2L’ouvrage montre l’ampleur du chemin parcouru depuis les premiers constats partagés par des chercheurs et des statisticiens lors de la création de l’association en 1982, autour de l’idée d’un compte satellite pour rendre compte des spécificités de l’ES (renaissante) dans la comptabilité nationale, jusqu’aux séries statistiques actuelles publiées par l’Insee, dont le rôle a été reconnu par la loi de 2014. Ces avancées, comme les difficultés rencontrées, ont été présentées dans les différents colloques annuels, vitrines de l’Addes, préparés par des comités techniques (puis scientifiques) réunissant chercheurs, statisticiens et cadres du mouvement (chapitres 1 et 2).
3Mais mesurer impose d’identifier : l’Addes s’est largement appuyée sur les analyses des quelques chercheurs présents dans l’association au début des années 1980, notamment le sociologue Henri Desroche et l’économiste Claude Vienney, le premier distinguant les structures instituées et instituantes, et le second le noyau et le halo du secteur – une réflexion décalée mais toujours d’actualité, comme le rappelle Henry Noguès dans sa conclusion.
4Derrière le fil rouge de la connaissance statistique, et en accordant une vigilance particulière à ce point (cf. colloque de 2015), l’Addes a réuni des analyses plus approfondies (chapitres 2 à 5) sur certains secteurs, dont les associations, qui se laissent mieux appréhender grâce aux travaux de Viviane Tchernonog et, aujourd’hui, l’enquête Insee ; sur les groupements mutualistes et coopératifs dans la banque, l’assurance et l’agroalimentaire ; et sur les fondations, apparues plus récemment.
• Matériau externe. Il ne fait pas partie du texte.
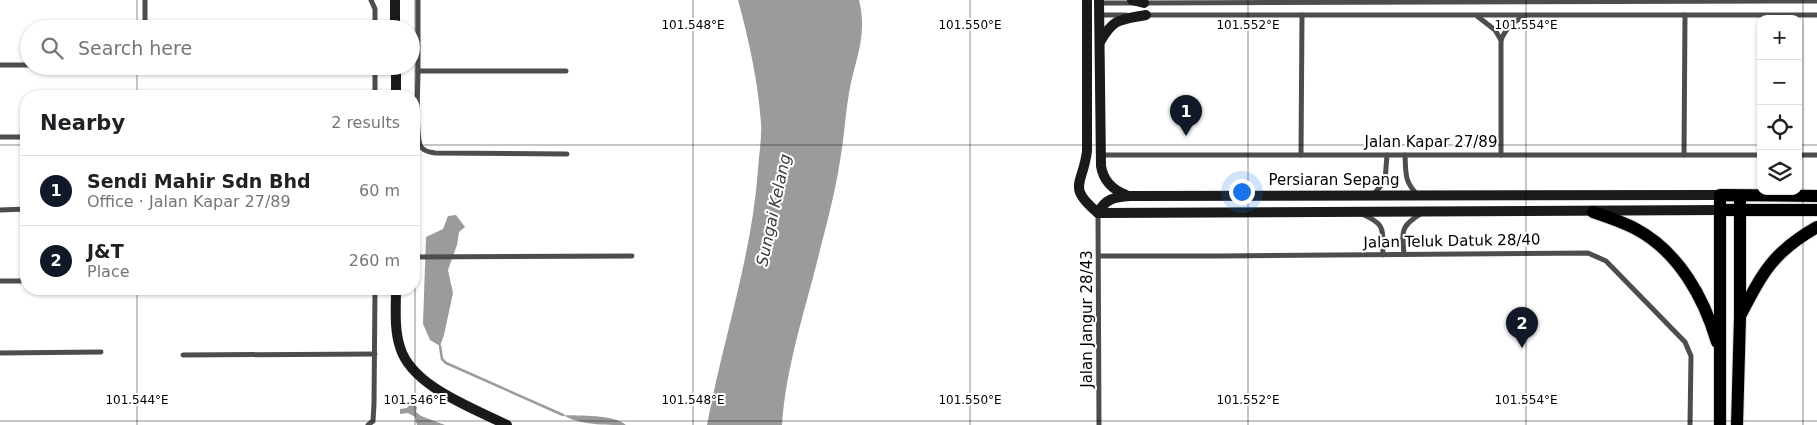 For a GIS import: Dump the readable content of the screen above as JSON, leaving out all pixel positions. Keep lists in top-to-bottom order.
{
  "streets": {
    "main road": ["Persiaran Sepang"],
    "street": ["Jalan Kapar 27/89", "Jalan Teluk Datuk 28/40", "Jalan Jangur 28/43"]
  },
  "crossings": [
    ["Persiaran Sepang", "Jalan Jangur 28/43"],
    ["Jalan Teluk Datuk 28/40", "Jalan Jangur 28/43"]
  ],
  "water": ["Sungai Kelang"],
  "page": {
    "map_buttons": ["+", "−"],
    "search": "Search here",
    "heading": ["Nearby", "2 results"],
    "pins": ["1", "2"],
    "list": [
      {
        "mark": "1",
        "name": "Sendi Mahir Sdn Bhd",
        "note": "Office · Jalan Kapar 27/89",
        "value": "60 m"
      },
      {
        "mark": "2",
        "name": "J&T",
        "note": "Place",
        "value": "260 m"
      }
    ]
  },
  "coordinates": [
    "101.548°E",
    "101.550°E",
    "101.552°E",
    "101.554°E",
    "101.544°E",
    "101.546°E"
  ]
} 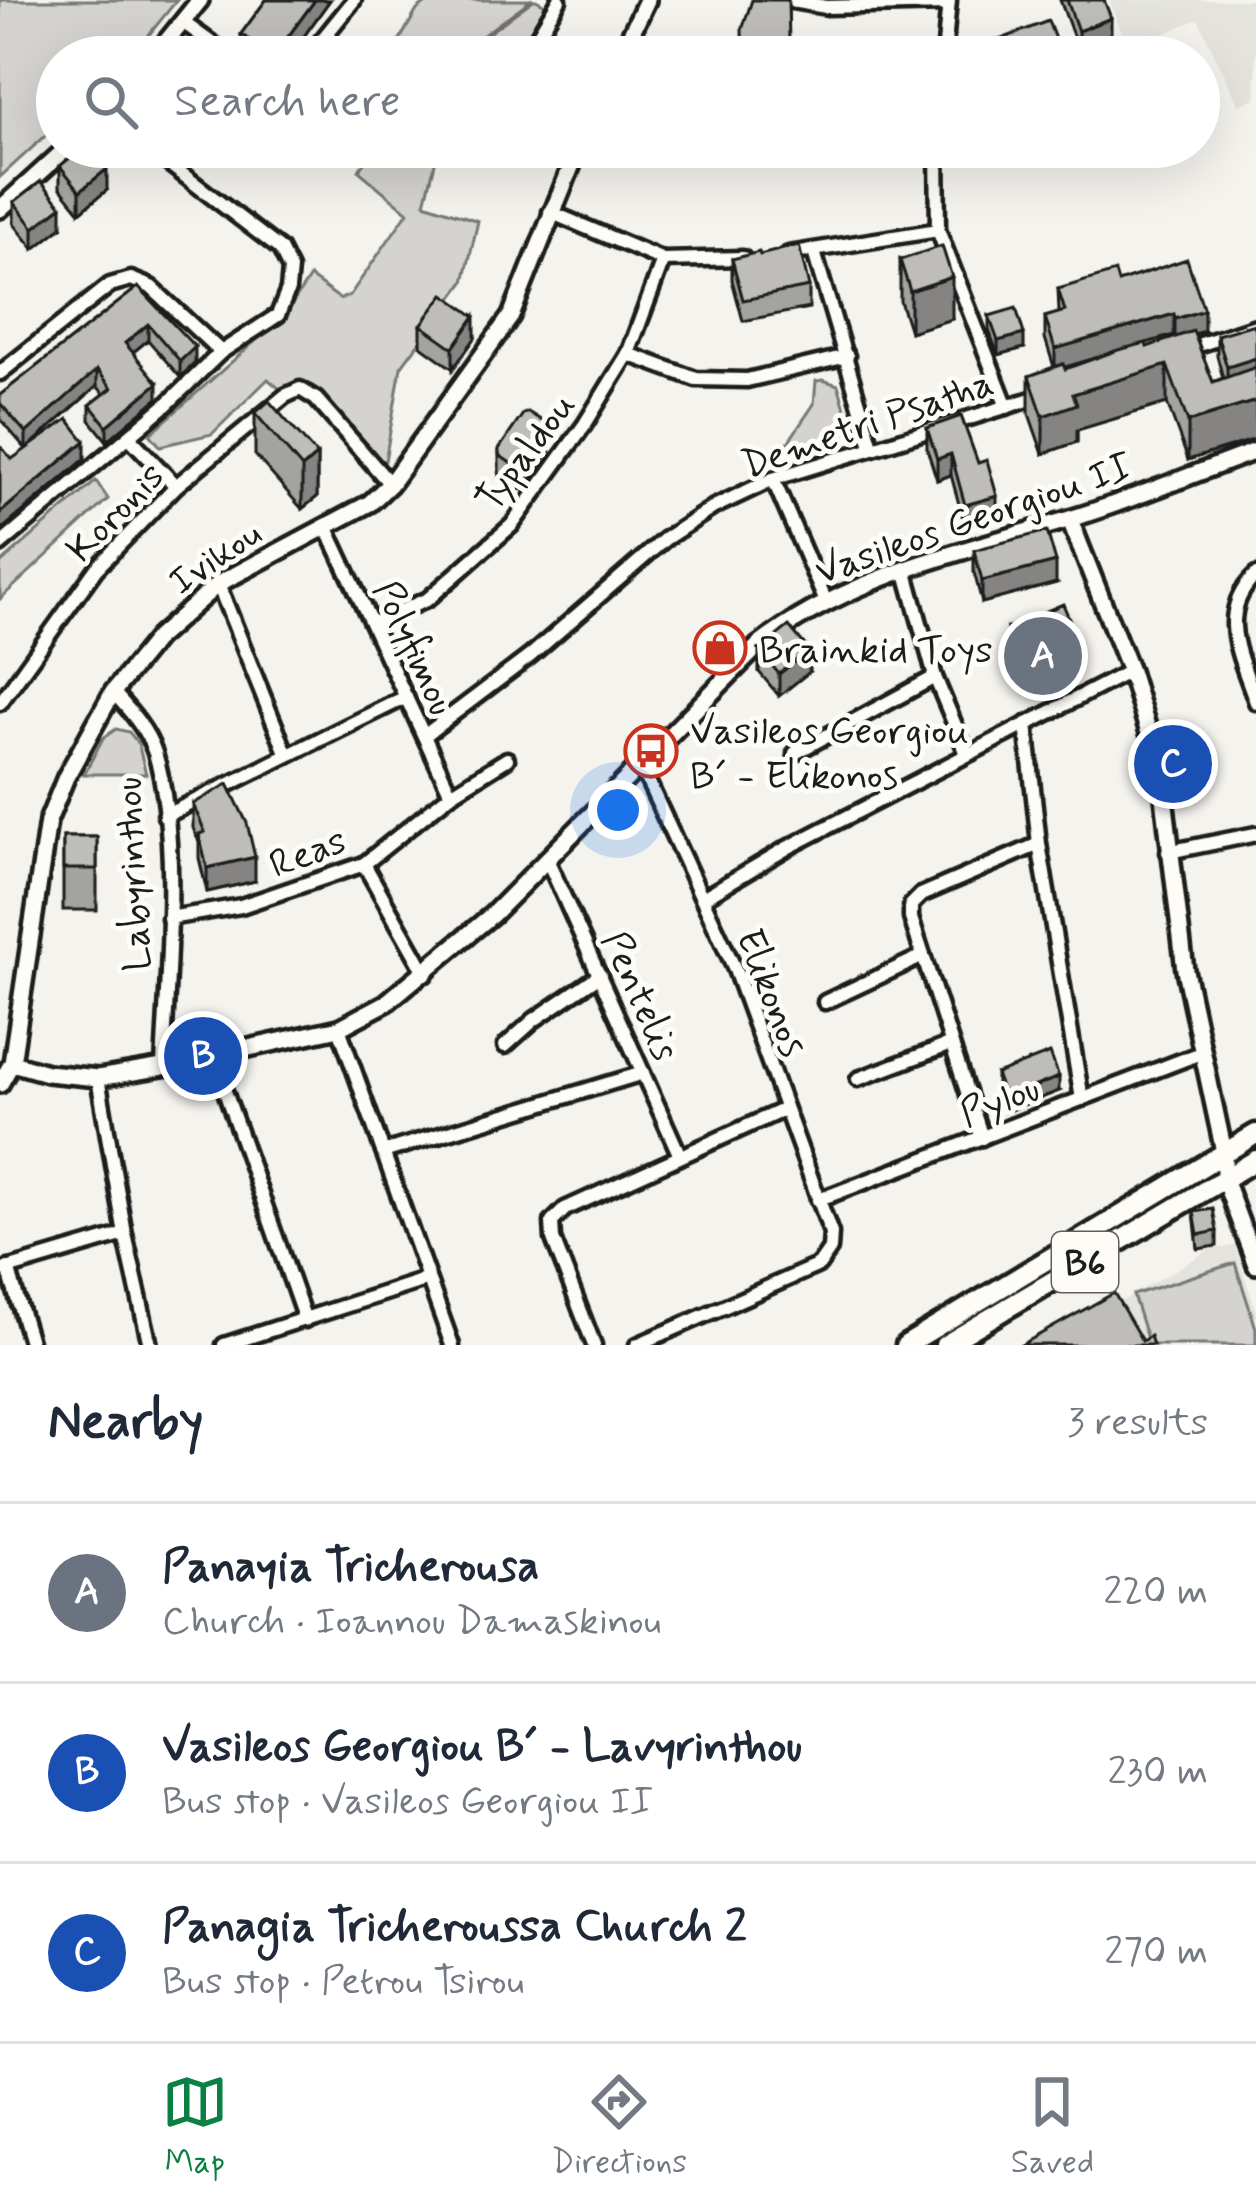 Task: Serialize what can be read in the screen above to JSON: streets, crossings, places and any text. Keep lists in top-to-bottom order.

Elle a aussi creusé certaines problématiques comme l’emploi, le financement, la territorialisation et les rapports aux pouvoirs publics et, plus récemment, les questions relatives à l’intérêt général et au « bien commun ».
5De ce fait, depuis 2010, l’Addes participe à la réflexion plus théorique sur la nature et le devenir de l’ESS, jusqu’à se questionner sur la construction d’une « théorie de l’ESS » (chapitre 6). Elle a élargi la distribution du prix de thèses instauré en 1986 à celui des mémoires de DEA, DESS puis masters. Après la publication de cet ouvrage, elle a fait un pas de plus en organisant, le 18 juin 2019 à Paris, une rencontre de chercheurs afin d’engager une réflexion stratégique en vue d’une meilleure reconnaissance de l’ESS dans le monde académique (voir le « Temps fort » dans Recma n° 354).
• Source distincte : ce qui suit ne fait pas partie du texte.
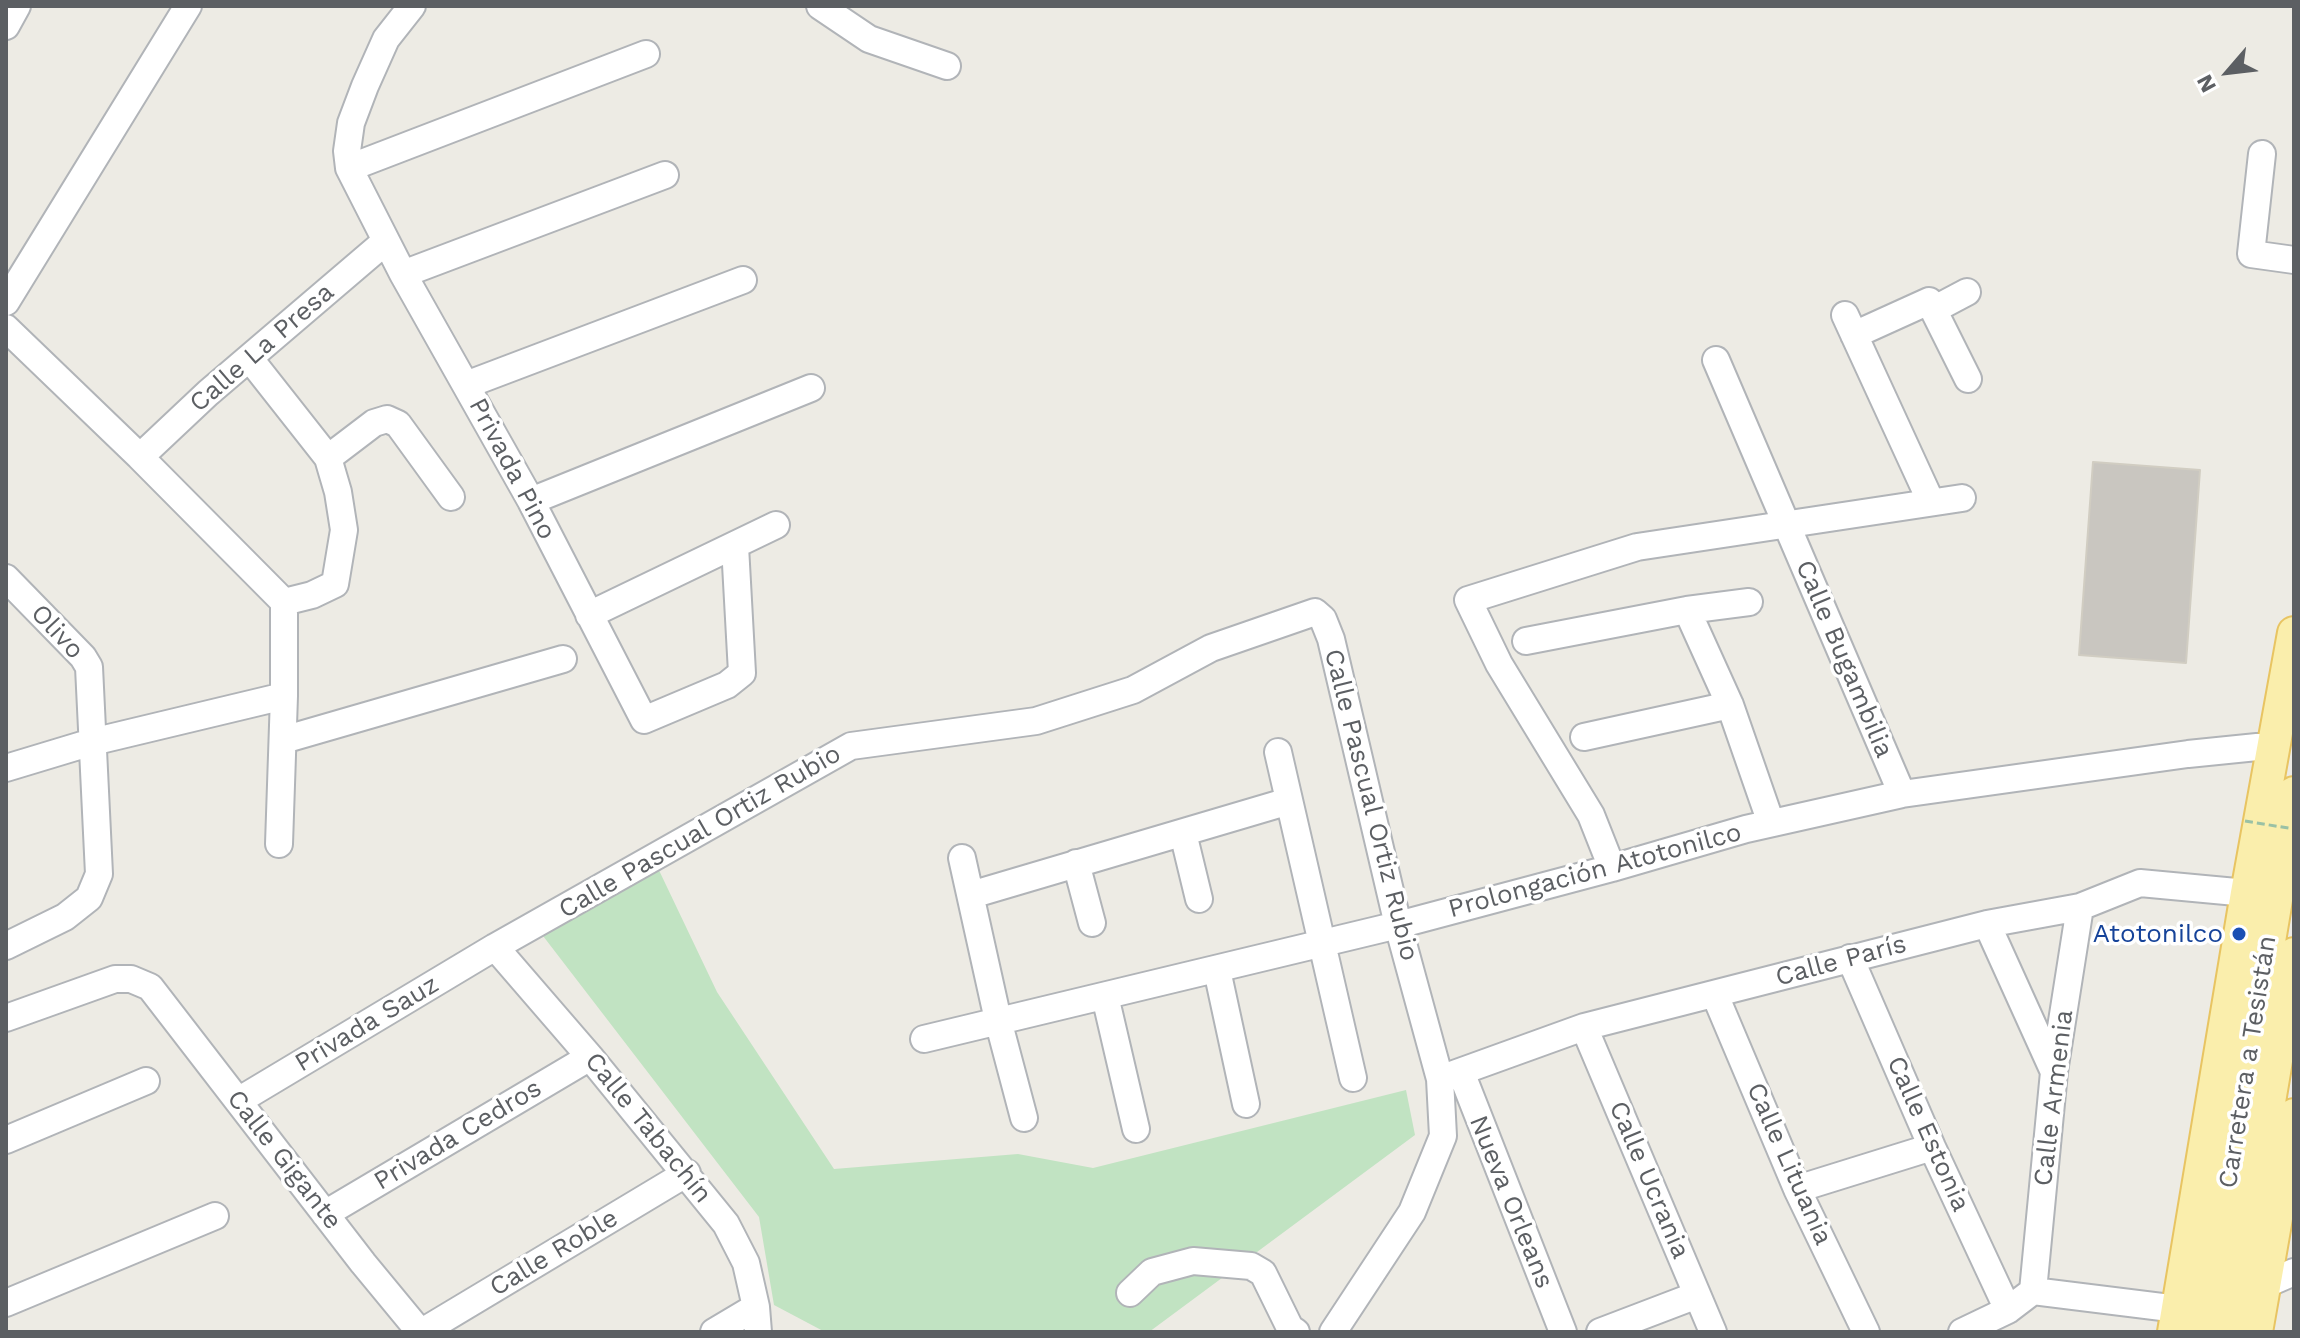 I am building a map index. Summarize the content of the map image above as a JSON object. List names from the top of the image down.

6Au-delà de la volonté interne de revenir sur cette histoire associative en évaluant et en valorisant son parcours, cet ouvrage (complété par six annexes sur les colloques, prix de mémoires et de thèses décernés et membres du comité scientifique) apporte un éclairage particulier sur trente années de recherche de connaissance et de reconnaissance de l’économie sociale (devenue ESS). Il témoigne de la difficulté d’identifier, de mesurer, d’analyser et de conceptualiser ce champ à la fois stable et mouvant, intégrateur et émancipateur, mais aussi de la belle constance ainsi que de l’adaptabilité des acteurs qui ont porté (et portent encore) cette aventure collective.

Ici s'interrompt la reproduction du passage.